The study of the reaction mechanism of sea salt solution (SSS) on asphalt binder was important for the development of perpetual asphalt pavements in coastal areas. For this, a novel modifier (MPGJ-I) was developed in this study using phosphogypsum whiskers (PSW) synthesized from phosphogypsum (PSP) wastes, then the prepared composite-modified asphalt binders and base asphalt binders were immersed in the SSS with six concentrations. Then, the surface free energy (SFE) test, rheological tests, and Fourier transform infrared spectroscopy (FTIR) test were used to investigate the function mechanism of SSS on the surface properties, rheological properties, and chemical structure. The results showed that the salt in SSS would gradually transfer to the inside of asphalt binder, and with the increase in SSS concentration, the mass accumulation rate of base asphalt binders increased by 0.84% and 0.72%, whereas the modified asphalt binders only increased by 0.64% and 0.61%, respectively.

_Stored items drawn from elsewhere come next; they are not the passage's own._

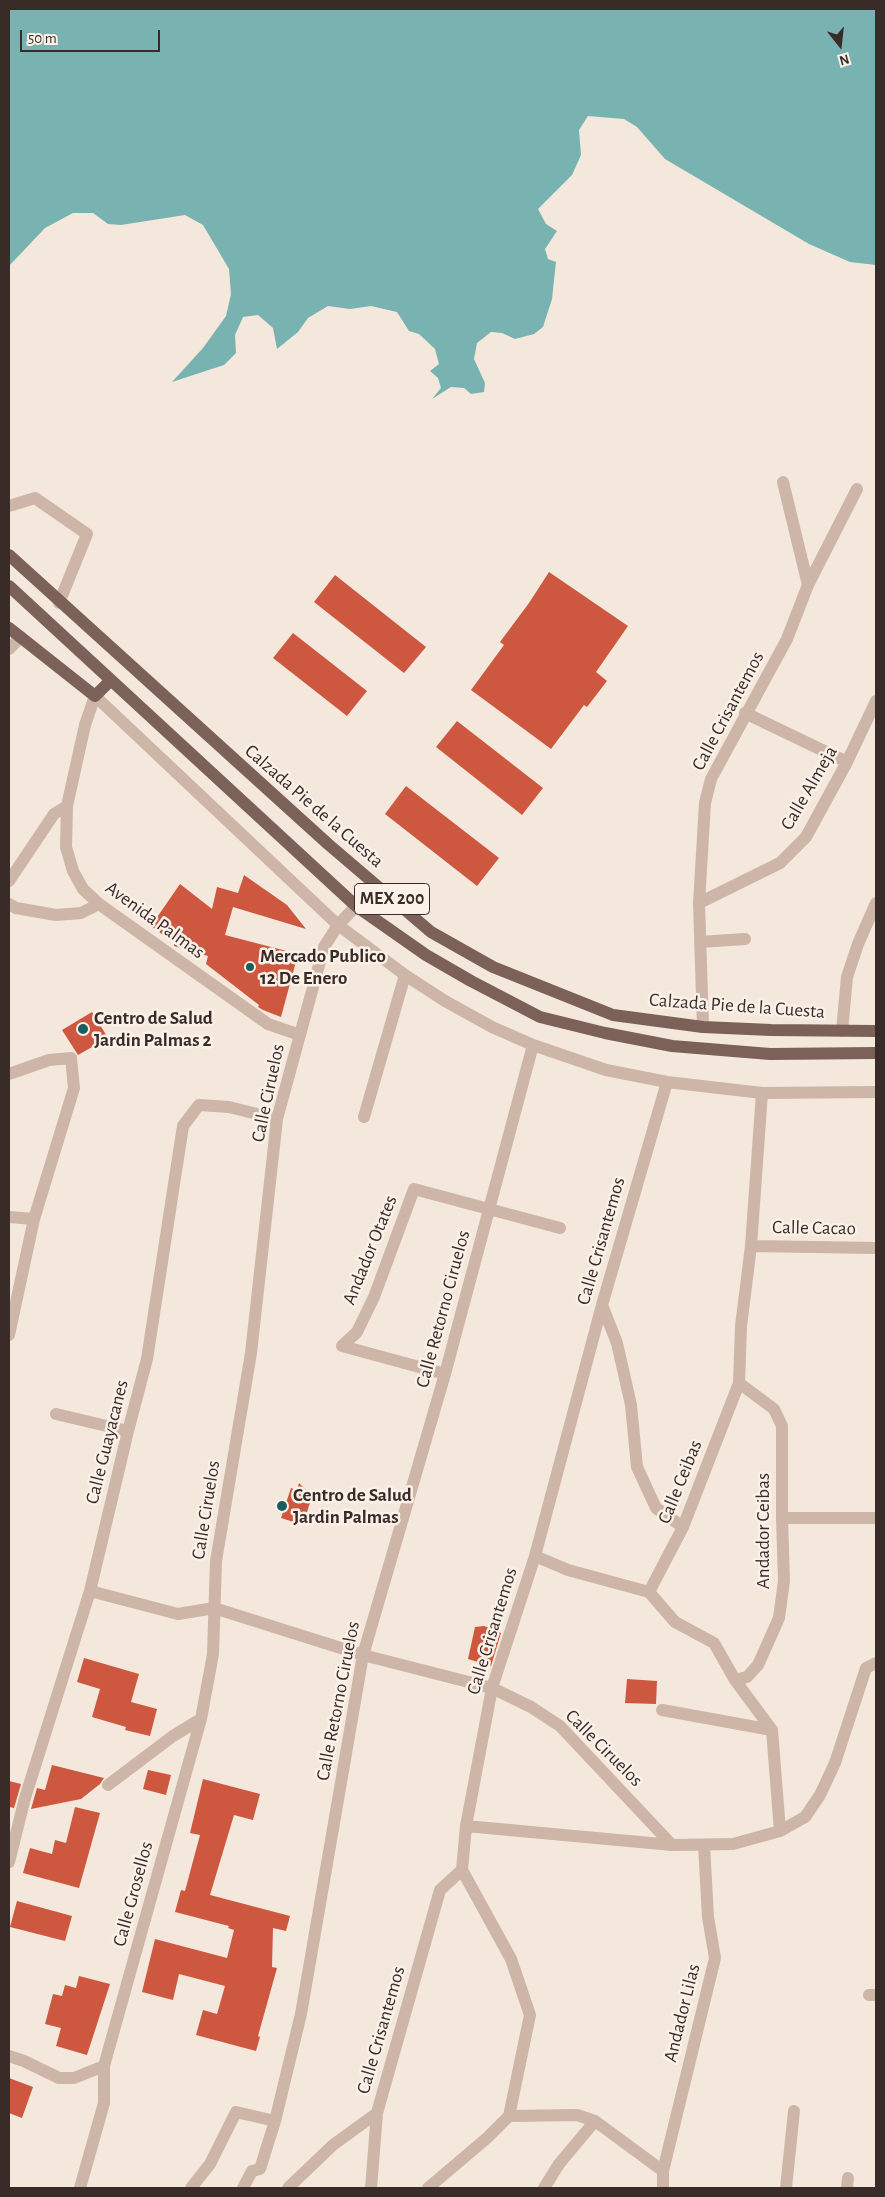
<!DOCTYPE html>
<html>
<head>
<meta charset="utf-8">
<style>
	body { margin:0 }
	#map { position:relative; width:885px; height:2197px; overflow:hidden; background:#f4e7dc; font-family:"Alegreya Sans",sans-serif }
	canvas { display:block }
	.frame { position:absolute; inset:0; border:10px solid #392c28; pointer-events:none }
	.north { position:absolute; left:815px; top:20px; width:50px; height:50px; -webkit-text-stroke:4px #fbf1e8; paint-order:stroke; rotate:164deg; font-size:14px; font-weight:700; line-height:20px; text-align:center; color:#392c28 }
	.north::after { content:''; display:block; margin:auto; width:18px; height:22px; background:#392c28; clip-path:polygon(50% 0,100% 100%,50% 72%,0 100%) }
	.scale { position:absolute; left:20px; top:30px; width:140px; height:22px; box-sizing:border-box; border:2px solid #392c28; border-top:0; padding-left:6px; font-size:15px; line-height:18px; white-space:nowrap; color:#392c28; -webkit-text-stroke:4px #fbf1e8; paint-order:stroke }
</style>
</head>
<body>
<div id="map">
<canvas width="885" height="2197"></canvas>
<div class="frame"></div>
<div class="north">N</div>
<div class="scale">50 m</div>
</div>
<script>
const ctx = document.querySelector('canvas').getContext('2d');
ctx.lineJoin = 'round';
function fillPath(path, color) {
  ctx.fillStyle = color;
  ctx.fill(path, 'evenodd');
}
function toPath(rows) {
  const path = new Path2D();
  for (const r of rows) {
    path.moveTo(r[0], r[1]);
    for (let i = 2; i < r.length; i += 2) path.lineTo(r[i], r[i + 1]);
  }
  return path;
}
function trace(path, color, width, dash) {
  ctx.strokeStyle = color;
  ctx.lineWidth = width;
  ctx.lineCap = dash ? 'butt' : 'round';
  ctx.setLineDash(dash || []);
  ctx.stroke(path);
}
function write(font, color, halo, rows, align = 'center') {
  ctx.font = font + ' "Alegreya Sans",sans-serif';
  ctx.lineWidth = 5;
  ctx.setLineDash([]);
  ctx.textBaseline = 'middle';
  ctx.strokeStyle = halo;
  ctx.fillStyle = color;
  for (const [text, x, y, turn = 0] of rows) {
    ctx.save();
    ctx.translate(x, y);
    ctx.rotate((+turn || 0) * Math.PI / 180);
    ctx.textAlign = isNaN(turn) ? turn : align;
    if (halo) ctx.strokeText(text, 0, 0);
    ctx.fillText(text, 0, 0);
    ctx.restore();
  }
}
fillPath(toPath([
	[9,9,876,9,876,265,850,262,809,244,665,159,637,127,624,119,588,116,579,130,581,155,572,175,538,209,546,224,557,231,545,249,548,259,556,262,552,299,543,327,534,334,515,339,502,333,491,332,477,343,474,359,485,383,484,392,471,394,464,388,451,387,432,399,441,388,438,378,430,371,439,364,435,349,419,334,409,331,397,312,371,306,350,309,328,306,308,318,298,332,277,349,273,328,258,315,243,317,235,335,236,353,224,365,172,382,203,348,226,316,231,294,229,269,203,225,185,215,121,225,108,224,93,213,73,213,45,228,9,266]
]), '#78b3b1');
fillPath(toPath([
	[549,572,628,626,596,672,607,681,587,707,584,705,551,749,471,690,504,645,500,642,529,603],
	[335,575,426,647,404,673,314,602],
	[293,633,367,691,347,716,273,658],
	[457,721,543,788,522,815,436,747],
	[406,786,499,858,477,886,385,814],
	[244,875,287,905,306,929,233,907,225,935,298,954,281,1017,263,1010,258,1007,259,1005,206,964,208,956,174,946,174,943,151,926,180,884,212,909,217,887,238,893],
	[92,1012,108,1038,78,1055,62,1030],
	[299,1483,312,1496,303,1525,281,1518,291,1488,297,1490],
	[484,1626,501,1633,491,1666,468,1659,475,1627],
	[84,1658,139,1674,131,1702,157,1709,150,1736,125,1730,126,1727,92,1717,100,1689,77,1682],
	[627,1679,657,1681,656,1704,625,1703],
	[52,1765,104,1778,100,1784,81,1799,31,1809,37,1788,45,1790],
	[148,1770,171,1775,166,1795,143,1789],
	[203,1779,260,1794,253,1820,234,1815,210,1895,290,1916,286,1931,273,1928,272,1967,277,1968,258,2036,260,2037,256,2051,196,2035,203,2010,217,2014,225,1986,179,1974,173,2000,142,1992,155,1939,227,1958,234,1930,228,1928,229,1926,175,1912,181,1890,185,1891,200,1835,190,1833],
	[9,1781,21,1784,14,1808,9,1807],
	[75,1807,100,1813,79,1888,23,1873,30,1848,52,1854,55,1840,66,1843],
	[17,1901,72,1916,65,1941,10,1927],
	[79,1976,110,1984,87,2055,56,2046,61,2028,45,2024,53,1994,62,1996,65,1985,76,1988],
	[9,2078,33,2087,22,2118,9,2113]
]), '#ce583f');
trace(toPath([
	[783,482,808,585],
	[9,506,35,498,87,534,59,603],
	[9,649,21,637],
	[745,713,847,762],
	[9,881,54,814,67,806],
	[699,903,780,863,806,837,847,762,876,701],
	[9,904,16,908,56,915,81,913,99,904],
	[700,942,745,939],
	[703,1027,699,903,705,803,711,779,787,639,808,585,857,489],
	[842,1031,847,977,858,944,876,903],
	[300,1035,268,1024,99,904,83,889,73,871,66,847,67,806,85,725,95,696,338,925,405,975,445,1001,492,1027,533,1045,606,1070,667,1082,762,1093,876,1092],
	[9,1074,49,1060,71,1058,74,1088,34,1219,9,1335],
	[364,1117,405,975],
	[9,1217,34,1219],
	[751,1246,876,1248],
	[602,1305,617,1343,631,1405,637,1467,656,1508,683,1527],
	[445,1374,342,1346,357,1332,374,1297,414,1189,560,1228],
	[56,1414,128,1431],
	[782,1518,876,1518],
	[535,1556,568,1570,649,1592],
	[90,1591,178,1614,214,1608,363,1655,492,1688,531,1707,560,1726,672,1845,733,1844,780,1831,805,1817,820,1795,835,1763,866,1668,876,1663],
	[649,1592,683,1527,739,1383,741,1326,751,1246,762,1093],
	[649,1592,675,1622,714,1643,735,1680,772,1730,780,1831],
	[735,1680,747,1677,758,1665,779,1618,784,1581,782,1518,782,1426,774,1409,739,1383],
	[662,1710,772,1730],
	[108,1785,173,1736,201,1719],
	[466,1826,672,1845],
	[9,1862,25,1798,90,1591,128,1431,147,1359,183,1126,199,1105,229,1107,277,1119],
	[869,1995,876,1995],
	[9,2056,24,2061,59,2078,74,2078,104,2066],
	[509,2116,577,2115,595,2121,663,2171],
	[80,2188,104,2103,104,2066,201,1719,213,1654,216,1561,251,1353,277,1119,324,947,338,925,356,906],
	[191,2188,210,2164,236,2112,275,2121],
	[243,2188,252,2171,260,2169,275,2121,301,2014,363,1655,445,1374,533,1045],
	[288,2188,333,2145,377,2113],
	[371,2188,377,2113,440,1890,462,1870,466,1826,492,1688,535,1556,602,1305,667,1082],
	[428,2188,487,2138,509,2116,530,2015,511,1959,462,1870],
	[544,2188,559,2164,595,2121],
	[663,2188,663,2171,715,1958,708,1917,704,1845],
	[786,2188,794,2111],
	[847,2188,848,2178]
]), '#cdb5a7', 12);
trace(toPath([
	[9,555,328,844,431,932,493,967,613,1015,703,1027,771,1030,876,1031],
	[9,586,356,906,426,955,471,981,540,1017,605,1033,672,1046,770,1054,876,1053],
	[9,628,95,696,110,681]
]), '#7c6158', 12);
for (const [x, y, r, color] of [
	[250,967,5,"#1a5d5d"],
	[83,1029,6,"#1a5d5d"],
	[282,1506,6,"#1a5d5d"]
]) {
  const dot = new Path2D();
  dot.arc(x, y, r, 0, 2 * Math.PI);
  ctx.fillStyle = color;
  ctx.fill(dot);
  trace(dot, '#fbf1e8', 2);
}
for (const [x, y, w] of [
	[392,899,75]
]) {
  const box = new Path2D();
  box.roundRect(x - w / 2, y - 15.5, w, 31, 4);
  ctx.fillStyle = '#fbf1e8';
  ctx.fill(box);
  trace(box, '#392c28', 1);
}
write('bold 18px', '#392c28', null, [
	["MEX 200",392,899]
]);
write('19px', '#392c28', '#fbf1e8', [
	["Calle Crisantemos",728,711,-62],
	["Calle Almeja",809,788,-60],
	["Calzada Pie de la Cuesta",314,806,41],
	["Avenida Palmas",155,920,36],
	["Calzada Pie de la Cuesta",737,1006,4],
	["Calle Ciruelos",268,1093,-78],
	["Calle Cacao",814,1228,1],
	["Calle Crisantemos",601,1241,-74],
	["Andador Otates",370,1250,-68],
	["Calle Retorno Ciruelos",443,1309,-75],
	["Calle Guayacanes",107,1442,-76],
	["Calle Ceibas",680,1482,-68],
	["Calle Ciruelos",206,1510,-81],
	["Andador Ceibas",763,1531,-90],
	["Calle Crisantemos",492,1631,-73],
	["Calle Retorno Ciruelos",338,1701,-79],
	["Calle Ciruelos",604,1748,45],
	["Calle Grosellos",133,1894,-75],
	["Andador Lilas",682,2013,-76],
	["Calle Crisantemos",381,2030,-74]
]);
write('bold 19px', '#392c28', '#fbf1e8', [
	["Mercado Publico",260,956],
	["12 De Enero",260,978],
	["Centro de Salud",94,1018],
	["Jardin Palmas 2",94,1040],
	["Centro de Salud",293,1495],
	["Jardin Palmas",293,1517]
], 'left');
</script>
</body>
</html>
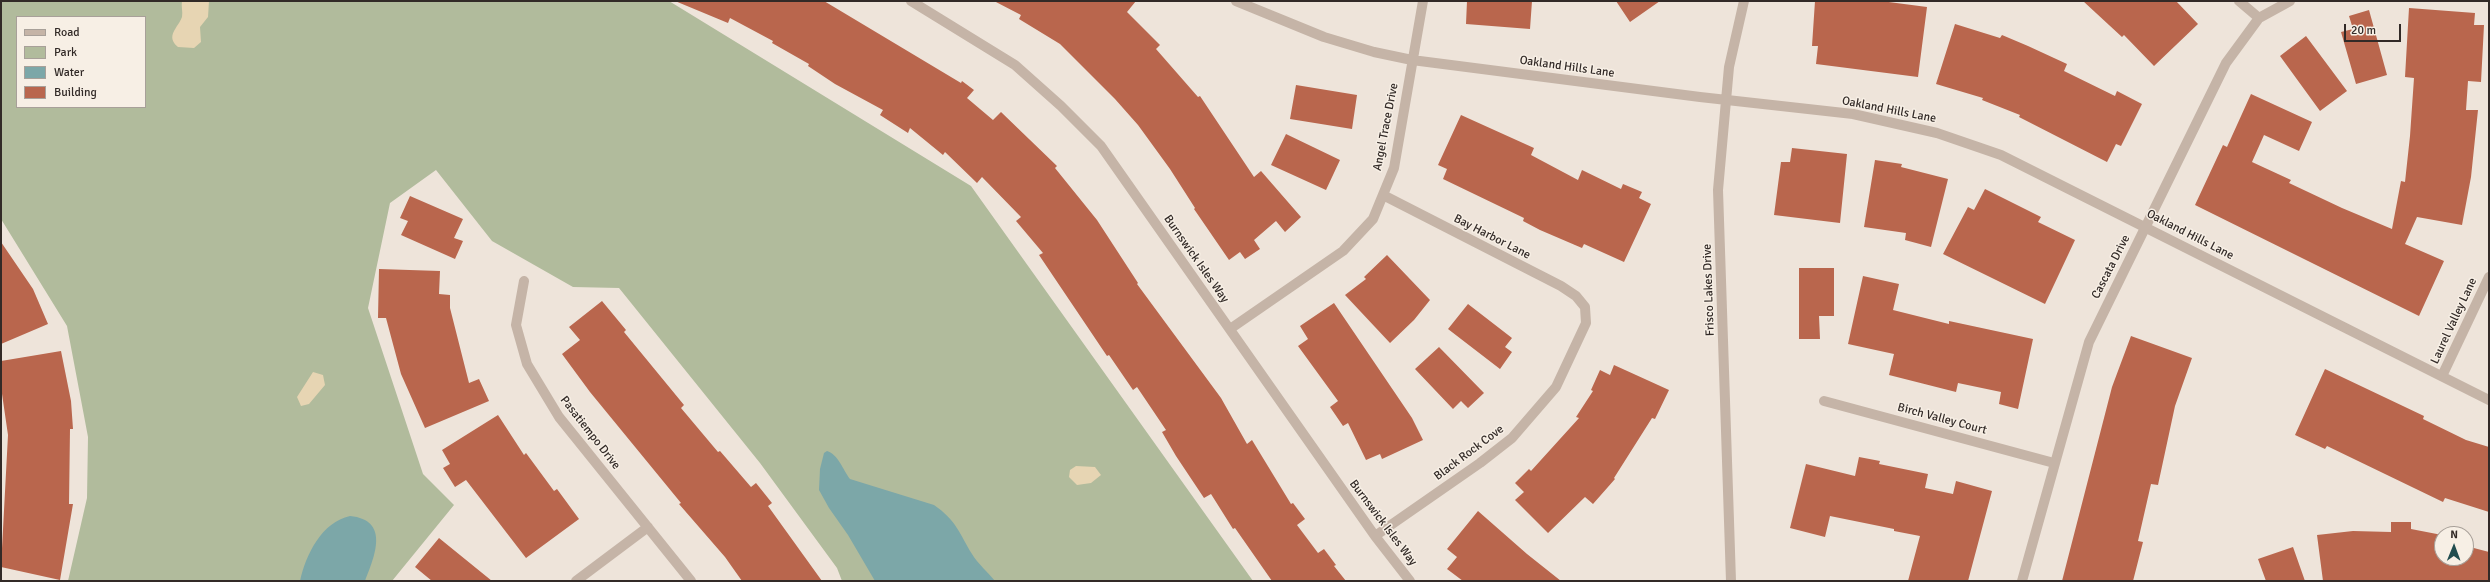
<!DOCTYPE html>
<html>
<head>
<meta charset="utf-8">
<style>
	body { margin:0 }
	#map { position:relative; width:2490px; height:582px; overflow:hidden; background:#eee4da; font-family:Signika,sans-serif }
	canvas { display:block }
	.frame { position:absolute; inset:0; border:2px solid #322a27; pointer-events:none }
	.legend { position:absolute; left:16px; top:16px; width:130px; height:92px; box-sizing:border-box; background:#f7efe5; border:1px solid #a8a099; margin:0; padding:5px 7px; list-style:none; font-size:12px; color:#322a27 }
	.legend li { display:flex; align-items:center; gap:8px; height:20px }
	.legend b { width:20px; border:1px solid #a8a099 }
	.north { position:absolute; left:2434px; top:526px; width:40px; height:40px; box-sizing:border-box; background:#f7efe5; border:1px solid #a8a099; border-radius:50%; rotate:1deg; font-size:11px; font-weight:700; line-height:16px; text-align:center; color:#322a27 }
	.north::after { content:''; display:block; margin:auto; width:14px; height:18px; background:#214d4f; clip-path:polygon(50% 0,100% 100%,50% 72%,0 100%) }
	.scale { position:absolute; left:2344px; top:24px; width:57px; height:18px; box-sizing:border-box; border:2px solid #322a27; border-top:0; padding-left:5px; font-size:12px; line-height:14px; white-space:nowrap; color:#322a27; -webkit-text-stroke:3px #f7efe5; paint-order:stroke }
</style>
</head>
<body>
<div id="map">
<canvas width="2490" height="582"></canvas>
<div class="frame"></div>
<ul class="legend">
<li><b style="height:5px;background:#c5b4a7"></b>Road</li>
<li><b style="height:11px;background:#b1bb9c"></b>Park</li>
<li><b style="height:11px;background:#7ca7a8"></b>Water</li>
<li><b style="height:11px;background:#b9664d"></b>Building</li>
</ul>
<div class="north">N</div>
<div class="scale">20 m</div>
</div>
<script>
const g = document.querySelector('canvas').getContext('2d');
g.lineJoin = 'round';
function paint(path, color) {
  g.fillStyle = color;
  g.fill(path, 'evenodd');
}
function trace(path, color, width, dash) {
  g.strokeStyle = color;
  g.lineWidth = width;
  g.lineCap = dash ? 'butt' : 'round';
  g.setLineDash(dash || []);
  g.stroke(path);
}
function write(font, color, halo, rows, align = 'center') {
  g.font = font + ' Signika,sans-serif';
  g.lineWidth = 3;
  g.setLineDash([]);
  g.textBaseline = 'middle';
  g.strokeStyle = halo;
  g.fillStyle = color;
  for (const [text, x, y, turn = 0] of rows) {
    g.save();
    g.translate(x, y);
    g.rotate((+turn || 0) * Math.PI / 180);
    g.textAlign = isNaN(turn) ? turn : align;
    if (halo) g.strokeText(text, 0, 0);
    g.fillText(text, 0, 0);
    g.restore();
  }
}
paint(new Path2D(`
	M1 1H669L971 186 1253 581H842L837 568 760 463 619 288 573 287 492 241 436 170 390 203 368 308 423 474 454 505 392 581H68L87 498 88 437 67 326 1 219ZM17 17H145V107H17Z`), '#b1bb9c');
paint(new Path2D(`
	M182 1H209L208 17 200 27 201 42 194 48 178 47C165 36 178 28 182 17 183 12 181 6 182 1Z
	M313 372 323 375 325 385 309 404 301 406 297 397Z
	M1076 466 1095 467 1101 475 1091 483 1077 485 1069 477 1070 470Z`), '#e7d5b3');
paint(new Path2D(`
	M827 451C838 454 843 470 850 479L934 505C957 521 959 533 972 554 978 564 988 572 995 581H875L848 535 829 508 819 490 820 469 824 453Z
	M350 516C390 520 375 556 365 581H300C306 554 322 522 350 516Z`), '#7ca7a8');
paint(new Path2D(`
	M675 1H824L961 83 962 81 974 90 967 98 993 120 1001 112 1057 166 1055 168 1097 220 1138 283 1137 284 1221 398 1247 444 1252 440 1291 504 1293 503 1305 519 1297 525 1318 553 1324 549 1336 565 1334 566 1346 581H1272L1235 528 1233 529 1211 494 1204 498 1176 456 1162 432 1166 430 1137 387 1133 390 1109 355 1107 356 1039 255 1043 253 1016 221 1021 217 982 177 977 183 945 152 943 155 910 128 908 133 880 115 883 110 835 84 808 66 809 64 772 43 773 41 730 18 728 23Z
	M994 1H1136L1127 12 1160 45 1156 49 1198 97 1200 96 1254 177 1261 171 1301 217 1285 232 1276 221 1254 240 1260 249 1245 259 1240 252 1229 260 1194 209 1195 208 1170 169 1138 125 1115 99 1060 44 1019 19 1021 15Z
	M1467 1H1532L1530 29 1466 24Z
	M1616 1H1660L1630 22Z
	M1815 1H1881L1927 7 1918 77 1816 64 1818 46H1812Z
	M2083 1H2176L2198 24 2154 66 2124 35 2122 37Z
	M2409 8 2475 13 2474 25H2484L2481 82 2468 81 2466 110H2478L2471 177 2462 225 2417 217 2405 244 2444 261 2419 316 2195 205 2223 145 2227 147 2251 94 2312 122 2299 151 2264 135 2252 162 2291 180 2289 183 2342 208 2392 229 2401 181 2405 182 2410 136 2414 78 2405 77Z
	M2369 10 2387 75 2356 84 2341 32 2353 29 2349 16Z
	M1955 24 2000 38 2002 35 2028 46 2067 64 2064 71 2115 96 2117 91 2142 104 2121 146 2116 144 2107 162 2019 117 2020 115 1982 100 1983 98 1936 84Z
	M2306 36 2347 91 2320 111 2280 56Z
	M1296 85 1357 95 1352 129 1290 119Z
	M1461 115 1534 148 1531 155 1578 180 1582 170 1621 189 1623 184 1642 192 1639 198 1651 204 1624 262 1584 244 1582 248 1540 230 1523 221 1524 218 1443 179 1447 169 1438 165Z
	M1286 134 1340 160 1326 190 1271 165Z
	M1792 148 1847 154 1840 223 1774 215 1781 162H1790Z
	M1875 160 1902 164 1901 167 1948 179 1931 247 1905 240 1906 233 1864 227Z
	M1985 189 2041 217 2038 222 2075 240 2045 304 1943 254 1968 207 1974 210Z
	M410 196 463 219 454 238 463 241 455 259 401 235 408 221 400 218Z
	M1 242 33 289 48 324 1 344Z
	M1387 255 1430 300 1414 320 1390 343 1345 295 1366 279 1364 277Z
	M1799 268H1834V316H1819L1820 339H1799Z
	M379 269 440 271 439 294 450 295V308L469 383 479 379 489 401 425 428 401 374 386 318H378Z
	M1863 276 1899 284 1893 310 1949 324V321L2033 339 2018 409 1999 404 2001 392 1958 383 1956 392 1889 375 1894 354 1848 344Z
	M602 301 626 330 624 332 684 405 681 408 718 452 720 451 751 487 756 483 772 503 768 506 822 581H742L725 557 679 504 681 503 590 392 562 354 580 340 569 327Z
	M1334 303 1412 418 1423 440 1382 459 1380 454 1366 460 1348 423 1343 426 1330 407 1338 401 1298 346 1308 339 1300 326Z
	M1468 304 1512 338 1505 347 1512 352 1500 369 1448 329Z
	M2131 336 2192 358 2175 406 2158 485 2151 484 2138 541 2143 542 2133 581H2062L2112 387Z
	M1439 347 1484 393 1468 408 1461 401 1453 409 1415 369Z
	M61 351 71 401 73 429H70L69 504H73L60 580 1 567 8 435 1 387V361Z
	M1614 365 1669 390 1655 419 1652 418 1614 478 1615 479 1593 504 1585 497 1548 533 1515 500 1524 492 1515 483 1529 469 1531 471 1579 418 1576 417 1593 391 1591 390 1600 370 1610 375Z
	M2325 369 2424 416 2423 419 2466 440 2489 447V512L2445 498 2443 502 2327 446 2325 449 2295 435Z
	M498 415 524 455 526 453 554 491 557 489 579 519 526 558 466 480 455 487 443 468 450 464 442 450Z
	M1859 457 1880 461 1879 464 1928 474 1925 488 1953 494 1956 481 1992 491 1968 581H1908L1920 536 1894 531V529L1830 516 1825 537 1790 528 1806 464 1855 476Z
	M1478 511 1527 554 1561 581H1463L1447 569 1457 557 1447 549Z
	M2391 522H2411V529L2442 535V558H2466V541L2471 542 2470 547 2489 552V581H2323L2317 535 2353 531 2391 532Z
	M439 538 492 581H432L415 567Z
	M2293 547 2305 581H2266L2258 559Z`), '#b9664d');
trace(new Path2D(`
	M911 1 1015 65 1061 106 1101 146 1375 536 1410 581
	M1236 1 1324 37 1374 52 1412 60 1700 97 1853 114 1937 133 2001 155 2489 400
	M2239 1 2259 18
	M524 281 516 325 527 364 559 417 691 581
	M1230 329 1343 251 1373 219 1394 168 1423 1
	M2442 376 2489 277
	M1824 401 2054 463
	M1375 536 1480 463 1512 438 1556 387 1586 323 1585 307 1576 296 1561 286 1383 195
	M576 581 648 527
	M1731 581 1718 190 1729 67 1744 1
	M2022 581 2089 342 2226 63 2259 18 2290 1`), '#c5b4a7', 10);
write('12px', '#322a27', '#f7efe5', [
	["Oakland Hills Lane",1567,67,8],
	["Oakland Hills Lane",1889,110,11],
	["Angel Trace Drive",1386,127,-79],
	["Oakland Hills Lane",2190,235,27],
	["Bay Harbor Lane",1492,237,27],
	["Burnswick Isles Way",1196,259,55],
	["Cascata Drive",2111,267,-63],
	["Frisco Lakes Drive",1709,290,-92],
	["Laurel Valley Lane",2454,321,-65],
	["Birch Valley Court",1942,419,15],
	["Pasatiempo Drive",590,433,52],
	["Black Rock Cove",1469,453,-37],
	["Burnswick Isles Way",1383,523,53]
]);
</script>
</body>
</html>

The MPGJ-I effectively alleviated the decline trend of surface properties, with the incorporation of MPGJ-I, the SFE and cohesive work of base asphalt binders increased by 29.14%–32.83% and 5.23%–48.63%, respectively. In addition, with the increase in SSS concentration, the rutting factor (G*/sinδ), and creep recovery rate (R) of base asphalt binders increased by 15.44%–57.69% and 7.58%–22.34%, respectively, and the fatigue life (Nf) decreased by 6.08%–47.24%. Whereas G*/sinδ and R of modified asphalt binders increased by 10.07%–50.77% and 2.15%–19.35%, respectively, and Nf decreased by 1.79%–8.89%, which meant that the incorporation of MPGJ-I effectively restrained the attack action of SSS on base asphalt binders. There was a chemical reaction between SSS and asphalt binder, and the peak intensity of the new characteristic peaks in asphalt binder was positively correlated with SSS concentration, the incorporation of MPGJ-I could reduce the increasing rate of peak intensity to a certain degree. In addition, the principal component analysis (PCA) model showed that the surface properties and fatigue performance were closely related to the SSS concentration, and this correlation was not affected by the modification effect of MPGJ-I.